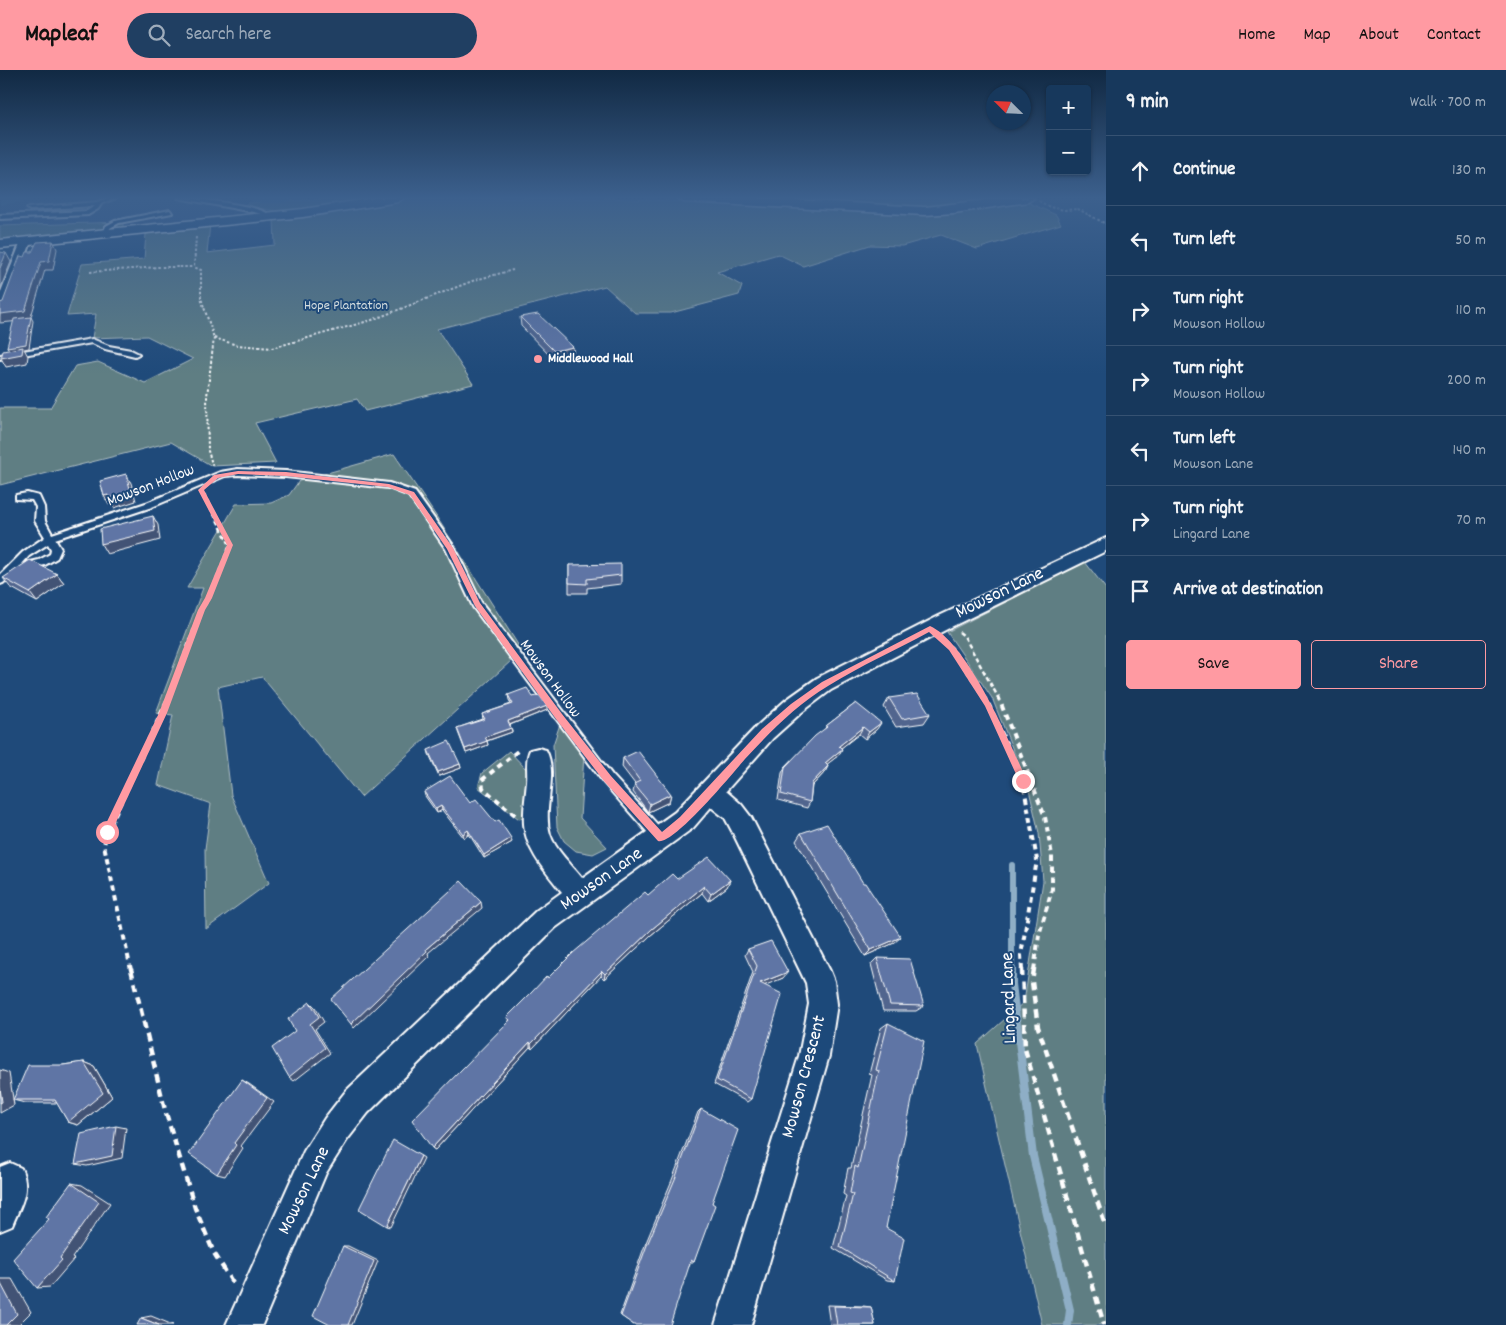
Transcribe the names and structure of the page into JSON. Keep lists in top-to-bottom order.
{
  "streets": {
    "street": ["Mowson Lane", "Mowson Crescent"],
    "lane": ["Mowson Hollow"],
    "path": ["Lingard Lane"]
  },
  "crossings": [
    ["Mowson Hollow", "Mowson Lane"],
    ["Mowson Lane", "Lingard Lane"],
    ["Mowson Lane", "Mowson Crescent"]
  ],
  "parks": ["Hope Plantation"],
  "places": ["Middlewood Hall"],
  "north": "top left",
  "page": {
    "header": "Mapleaf",
    "search": "Search here",
    "nav": [
      "Home",
      "Map",
      "About",
      "Contact"
    ],
    "heading": ["9 min", "Walk · 700 m"],
    "map_buttons": ["+", "−"],
    "list": [
      ["Continue", "130 m"],
      ["Turn left", "50 m"],
      ["Turn right", "Mowson Hollow", "110 m"],
      ["Turn right", "Mowson Hollow", "200 m"],
      ["Turn left", "Mowson Lane", "140 m"],
      ["Turn right", "Lingard Lane", "70 m"],
      "Arrive at destination"
    ],
    "buttons": ["Save", "Share"]
  }
}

* **WHAT THE TASK REQUIRES**: Should a line in the material contain "Turn", copy it.

* **SOLUTION**:
      ["Turn left", "50 m"],
      ["Turn right", "Mowson Hollow", "110 m"],
      ["Turn right", "Mowson Hollow", "200 m"],
      ["Turn left", "Mowson Lane", "140 m"],
      ["Turn right", "Lingard Lane", "70 m"],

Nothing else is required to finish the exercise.